[Saved data entries]
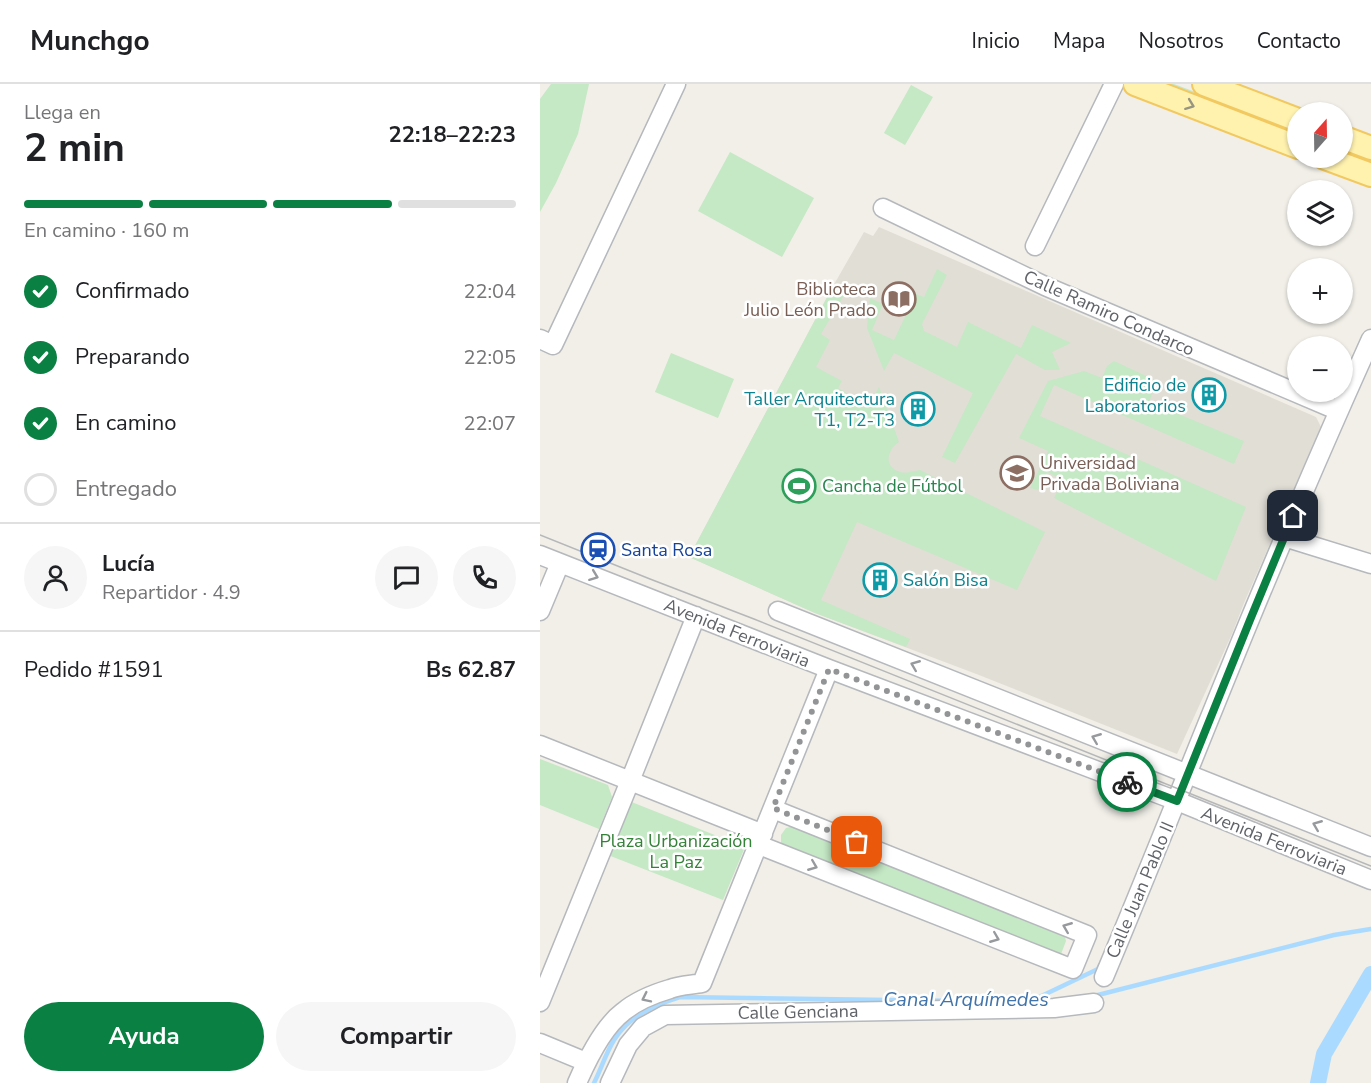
<!DOCTYPE html>
<html lang="es">
<head>
<meta charset="utf-8">
<style>
  :root { --surface:#fff; --page:#f6f6f6; --text:#202124; --muted:#757577; --line:#e0e0e0; --accent:#0b8043 }
  body { margin:0; font-family:"Nunito Sans",sans-serif; background:var(--page); color:var(--text); height:100vh; display:flex; flex-direction:column; font-size:22px; white-space:nowrap }
  * { box-sizing:border-box; margin:0 }
  p { font-size:20px; color:var(--muted) }
  .icon { flex:none; width:33px; height:33px; fill:none; stroke:currentColor; stroke-width:2; stroke-linecap:round; stroke-linejoin:round }
  .map { position:relative; flex:1; overflow:hidden }
  .panel { display:flex; flex-direction:column; background:var(--surface); width:540px }
  .panel>* { flex:none }
  .needle { width:39px; rotate:20deg }
  .fabs { position:absolute; left:747px; top:18px; display:grid; gap:12px }
  .fabs a { display:grid; place-items:center; width:66px; height:66px; border-radius:50%; background:var(--surface); box-shadow:0 2px 4px #0004; font-size:30px }
  .pin { position:absolute; display:grid; place-items:center; width:51px; height:51px; color:#fff; margin:-26px; border-radius:12px; box-shadow:0 3px 9px #0006 }
  .courier { position:absolute; display:grid; place-items:center; width:60px; height:60px; margin:-30px; border:4px solid #0b8043; border-radius:50%; background:#fff; color:#222; box-shadow:0 2px 8px #0007 }
  .headline em { font-style:normal; font-weight:700 }
  .headline div { display:flex; flex-direction:column-reverse }
  .headline { display:flex; align-items:center; justify-content:space-between; height:102px; padding:0 24px }
  h1 { font-size:39px; font-weight:700; line-height:45px }
  .bar { display:grid; grid-template-columns:repeat(4,1fr); gap:9px 6px; align-content:center; height:72px; padding:0 24px }
  .bar i { height:8px; border-radius:4px; background:var(--line) }
  .bar .selected { background:var(--accent) }
  .bar p { grid-column:span 4 }
  .line { display:flex; align-items:center; gap:15px; padding:0 24px; border-top:2px solid var(--line) }
  .line div { flex:1 }
  .round { display:grid; place-items:center; flex:none; width:63px; height:63px; border-radius:32px; background:var(--page) }
  ol { padding:0 24px; list-style:none }
  li { display:flex; align-items:center; gap:18px; height:66px }
  li p { margin-inline-start:auto }
  li .icon { padding:6px; border-radius:50%; background:var(--accent); color:#fff; stroke-width:4 }
  li:last-child { color:var(--muted) }
  li i { width:33px; height:33px; border:3px solid var(--line); border-radius:50% }
  .cta { display:flex; gap:12px; margin-top:auto; padding:12px 24px }
  .cta a { flex:1; height:69px; border-radius:36px; background:var(--accent); color:#fff; font-size:24px; font-weight:700; line-height:69px; text-align:center }
  .cta a+a { background:var(--page); color:var(--text) }
  header { display:flex; align-items:center; gap:36px; box-sizing:border-box; height:84px; padding:0 30px; background:var(--surface); border-bottom:2px solid var(--line) }
  header strong { font-size:28px }
  nav { display:flex; gap:33px; margin-inline-start:auto; font-size:21px }
  main { display:flex; flex:1; min-height:0 }
  .map>svg:first-child { display:block }
  .education { fill:#e1ded6 }
  .green { fill:#c5e8c5 }
  .lines { fill:none; stroke-linecap:round; stroke-linejoin:round }
  .stream { stroke:#aadaff; stroke-width:4.5 }
  .canal { stroke:#aadaff; stroke-width:16 }
  .minor-casing { stroke:#b5b8bc; stroke-width:21 }
  .major-casing { stroke:#f2c960; stroke-width:26 }
  .minor { stroke:#fff; stroke-width:18 }
  .major { stroke:#fff2af; stroke-width:22 }
  .tram { stroke:#b6b7b8; stroke-width:1.5 }
  .oneway { stroke:#979581 }
  .oneway2 { stroke:#979a9d }
  .done { stroke:#929495; stroke-width:6; stroke-dasharray:0 10.8 }
  .route { stroke:#0b8043; stroke-width:8 }
  .labels { text-anchor:middle; stroke-width:5; stroke-linejoin:round; paint-order:stroke }
  .education-label { font-size:18px; fill:#785e54; stroke:#fff; text-anchor:end }
  .street-label { font-size:18px; fill:#5f6368; stroke:#fff }
  .culture-label { font-size:18px; fill:#0d838f; stroke:#fff; text-anchor:end }
  .leisure-label { font-size:18px; fill:#27864d; stroke:#fff; text-anchor:start }
  .transit-label { font-size:18px; fill:#164399; stroke:#fff; text-anchor:start }
  .park-label { font-size:18px; fill:#348238; stroke:#fff }
  .water-label { font-size:20px; font-style:italic; fill:#4174aa; stroke:#fff }
</style>
</head>
<body>
<header>
<strong>Munchgo</strong>
<nav><a>Inicio</a><a>Mapa</a><a>Nosotros</a><a>Contacto</a></nav>
</header>
<main>
<section class="panel">
<div class="headline"><div><h1>2 min</h1><p>Llega en</p></div><em>22:18–22:23</em></div>
<div class="bar"><i class="selected"></i><i class="selected"></i><i class="selected"></i><i></i><p>En camino · 160 m</p></div>
<ol>
<li><svg class="icon" aria-label="check" viewBox="0 0 24 24"><path d="M5 12l5 5 9-10"/></svg>Confirmado<p>22:04</p></li>
<li><svg class="icon" aria-label="check" viewBox="0 0 24 24"><path d="M5 12l5 5 9-10"/></svg>Preparando<p>22:05</p></li>
<li><svg class="icon" aria-label="check" viewBox="0 0 24 24"><path d="M5 12l5 5 9-10"/></svg>En camino<p>22:07</p></li>
<li><i></i>Entregado</li>
</ol>
<div class="line" style="height:108px"><a class="round"><svg class="icon" aria-label="person" viewBox="0 0 24 24"><circle cx="12" cy="8" r="4"/><path d="M4 21q1-7 8-7t8 7"/></svg></a><div><b>Lucía</b><p>Repartidor · 4.9</p></div><a class="round"><svg class="icon" aria-label="chat" viewBox="0 0 24 24"><path d="M4 5h16v11H9l-5 4z"/></svg></a><a class="round"><svg class="icon" aria-label="phone" viewBox="0 0 24 24"><path d="M5 4h4l2 5-3 2q2 4 5 5l2-3 5 2v4C11 20 4 13 5 4z"/></svg></a></div>
<div class="line" style="height:78px"><div>Pedido #1591</div><b>Bs 62.87</b></div>
<div class="cta"><a>Ayuda</a><a>Compartir</a></div>
</section>
<div class="map">
<svg width="831" height="999" viewBox="0 0 831 999">
  <rect width="100%" height="100%" fill="#f1efe8"/>
  <!-- education -->
  <path class="education" d="M339,143L776,333L781,343L704,519L692,550L637,670L439,591L275,529L149,473L292,204L324,148L333,152Z"/>
  <!-- green -->
  <path class="green" d="M11,0H49L38,50L16,99L0,128V15Z
    M608,0H634L757,46V56Z
    M371,1L393,13L365,61L344,49Z
    M190,68L274,114L242,173L158,127Z
    M397,185L407,191L382,240L384,247L417,263L428,238L481,264L492,241L531,259L512,268L520,286H505L476,270L415,379L402,373L433,309L354,269L344,287L327,244L330,214L343,220L332,246L354,256L376,210L384,213Z
    M292,204L304,211L281,250L290,256L276,283L302,297L298,304L329,322L339,303L359,358C347,366 343,383 360,388C367,390 374,387 380,386L505,448L477,506L317,438L281,516L370,555L366,563L275,529L149,473Z
    M131,269L194,295L178,334L115,308Z
    M574,277L617,297L609,318L704,357L694,380L514,301L500,332L706,423L676,497L514,414L523,396L507,388L498,406L490,404L508,367L479,354L508,297L544,287L562,294L567,282Z
    M0,675L68,701L72,713L59,745L0,721Z
    M89,717L205,763L183,816L68,771Z
    M254,742L524,850L526,857L521,870L514,871L241,760V751L246,744Z"/>
  <g class="lines">
    <!-- stream -->
    <path class="stream" d="M554,912L794,851L831,845
      M491,917L558,885L560,881
      M54,999C61,985 66,969 74,956C89,932 114,921 140,913L423,917"/>
    <!-- canal -->
    <path class="canal" d="M778,999L784,970L831,890"/>
    <!-- minor casing -->
    <g class="minor-casing">
      <path id="minor" d="M343,124L505,202L799,327
        M495,162L574,0
        M0,255L13,261L136,0
        M744,453L831,480
        M0,471L289,585L637,717L831,796
        M0,527L20,479
        M238,527L831,763
        M0,661L223,750
        M219,761L533,885L547,851L233,725
        M564,893C614,774 661,654 710,535C749,441 789,348 831,255
        M0,918L90,697L156,532
        M0,959L46,978
        M37,999C47,976 63,943 83,928C96,917 113,910 130,905C140,901 152,901 162,899L289,585
        M70,999L88,961L103,943L125,931L514,924L554,919"/>
    </g>
    <!-- major casing -->
    <g class="major-casing">
      <path id="major" d="M595,0L758,63
        M664,0L758,36
        M802,53L831,64
        M785,74L831,91"/>
    </g>
    <!-- minor -->
    <use href="#minor" class="minor"/>
    <!-- major -->
    <use href="#major" class="major"/>
    <!-- tram -->
    <path class="tram" d="M0,451L110,495L214,535L831,782"/>
  </g>
  <!-- one-way arrows -->
  <defs><path id="oneway-chevron" d="M-2-3.5L2.5 0L-2 3.5" fill="none" stroke-width="1.6" stroke-linecap="round" stroke-linejoin="round" transform="scale(1.5)"/></defs>
  <use class="oneway" href="#oneway-chevron" transform="translate(650 21) rotate(21)"/>
  <g class="oneway2">
    <use href="#oneway-chevron" transform="translate(54 492) rotate(21)"/>
    <use href="#oneway-chevron" transform="translate(375 581) rotate(-158)"/>
    <use href="#oneway-chevron" transform="translate(556 654) rotate(-158)"/>
    <use href="#oneway-chevron" transform="translate(777 741) rotate(-158)"/>
    <use href="#oneway-chevron" transform="translate(273 782) rotate(22)"/>
    <use href="#oneway-chevron" transform="translate(527 843) rotate(-158)"/>
    <use href="#oneway-chevron" transform="translate(455 854) rotate(22)"/>
    <use href="#oneway-chevron" transform="translate(106 914) rotate(154)"/>
  </g>
  <g class="lines">
    <!-- done -->
    <path class="done" d="M317,758L233,724L289,585L587,698"/>
    <!-- route -->
    <path class="route" d="M587,698L637,717L710,536L753,432"/>
  </g>
  <!-- icons -->
  <defs>
    <g id="library-ring" transform="scale(1.725)"><circle r="9.5" fill="#fff" stroke="#8d6e63" stroke-width="1.5"/><path d="M-6-4Q-3-5.5-.7-3.5V5Q-3 3-6 4ZM6-4Q3-5.5 .7-3.5V5Q3 3 6 4Z" fill="#8d6e63"/></g>
    <g id="building-ring" transform="scale(1.725)"><circle r="9.5" fill="#fff" stroke="#0f9aa8" stroke-width="1.5"/><path d="M-4-6H4V6H1V3H-1V6H-4ZM-2.5-4.3h1.7v1.8h-1.7ZM.8-4.3h1.7v1.8H.8ZM-2.5-1h1.7V.8h-1.7ZM.8-1h1.7V.8H.8Z" fill="#0f9aa8"/></g>
    <g id="university-ring" transform="scale(1.725)"><circle r="9.5" fill="#fff" stroke="#8d6e63" stroke-width="1.5"/><path d="M0-5L7-2L0 1L-7-2ZM-4 1L0 2.5L4 1V4Q0 6-4 4Z" fill="#8d6e63"/></g>
    <g id="stadium-ring" transform="scale(1.725)"><circle r="9.5" fill="#fff" stroke="#2e9e5b" stroke-width="1.5"/><path d="M0-5a6.5 5 0 1 0 0 10a6.5 5 0 1 0 0-10ZM-3.5-1.8h7v3.6h-7Z" fill="#2e9e5b"/></g>
    <g id="station-ring" transform="scale(1.725)"><circle r="9.5" fill="#fff" stroke="#1a4fb4" stroke-width="1.5"/><path d="M-3-6H3Q5-6 5-4V2Q5 4 3 4L4.5 6H3L1.5 4h-3L-3 6H-4.5L-3 4Q-5 4-5 2V-4Q-5-6-3-6ZM-3.5-4v3h7v-3ZM-3.5 1v1.5H-2V1ZM2 1v1.5H3.5V1Z" fill="#1a4fb4"/></g>
  </defs>
  <g fill-rule="evenodd">
    <use href="#library-ring" x="359" y="215"/>
    <use href="#building-ring" x="669" y="311"/>
    <use href="#building-ring" x="378" y="325"/>
    <use href="#university-ring" x="477" y="389"/>
    <use href="#stadium-ring" x="259" y="402"/>
    <use href="#station-ring" x="58" y="466"/>
    <use href="#building-ring" x="340" y="496"/>
  </g>
  <g class="labels">
    <!-- education labels -->
    <g class="education-label">
      <text x="336" y="211">Biblioteca<tspan x="336" dy="21">Julio León Prado</tspan></text>
      <text x="500" y="385" text-anchor="start">Universidad<tspan x="500" dy="21">Privada Boliviana</tspan></text>
    </g>
    <!-- street labels -->
    <g class="street-label">
      <text transform="translate(569 229) rotate(24)" y="6">Calle Ramiro Condarco</text>
      <text transform="translate(197 549) rotate(22)" y="6">Avenida Ferroviaria</text>
      <text transform="translate(734 757) rotate(22)" y="6">Avenida Ferroviaria</text>
      <text transform="translate(600 806) rotate(-67)" y="6">Calle Juan Pablo II</text>
      <text transform="translate(258 928) rotate(-1)" y="6">Calle Genciana</text>
    </g>
    <!-- culture labels -->
    <g class="culture-label">
      <text x="646" y="307">Edificio de<tspan x="646" dy="21">Laboratorios</tspan></text>
      <text x="355" y="321">Taller Arquitectura<tspan x="355" dy="21">T1, T2-T3</tspan></text>
      <text x="363" y="502" text-anchor="start">Salón Bisa</text>
    </g>
    <!-- leisure labels -->
    <g class="leisure-label">
      <text x="282" y="408">Cancha de Fútbol</text>
    </g>
    <!-- transit labels -->
    <g class="transit-label">
      <text x="81" y="472">Santa Rosa</text>
    </g>
    <!-- park labels -->
    <g class="park-label">
      <text x="136" y="763">Plaza Urbanización<tspan x="136" dy="21">La Paz</tspan></text>
    </g>
    <!-- water labels -->
    <g class="water-label">
      <text x="426" y="922">Canal Arquímedes</text>
    </g>
  </g>
</svg>
<div class="fabs">
<a><svg class="needle" viewBox="-14 -14 28 28"><path d="M0-13l5 13h-10z" fill="#e53935"/><path d="M0 13l5-13h-10z" fill="#757577"/></svg></a>
<a><svg class="icon" aria-label="layers" viewBox="0 0 24 24"><path d="M12 4l9 5-9 5-9-5zM3 14l9 5 9-5"/></svg></a>
<a>+</a>
<a>−</a>
</div>
<div class="pin" style="left:317px;top:758px;background:#ea580c"><svg class="icon" aria-label="bag" viewBox="0 0 24 24"><path d="M5 8h14l-1 12H6zM9 8a3 3 0 0 1 6 0"/></svg></div>
<div class="pin" style="left:753px;top:432px;background:#1f2937"><svg class="icon" aria-label="home" viewBox="0 0 24 24"><path d="M3 11l9-7 9 7M6 9v11h12V9"/></svg></div>
<div class="courier" style="left:587px;top:698px"><svg class="icon" aria-label="bike" viewBox="0 0 24 24"><circle cx="6" cy="16" r="4"/><circle cx="18" cy="16" r="4"/><path d="M6 16l4-8h5l3 8M10 8l3 8H6M13 5h3"/></svg></div>
</div>
</main>
</body>
</html>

### [Task objective]
How many lines in the records above contain the word "inline"? Answer with the number only.

### [Solution to the exercise]
2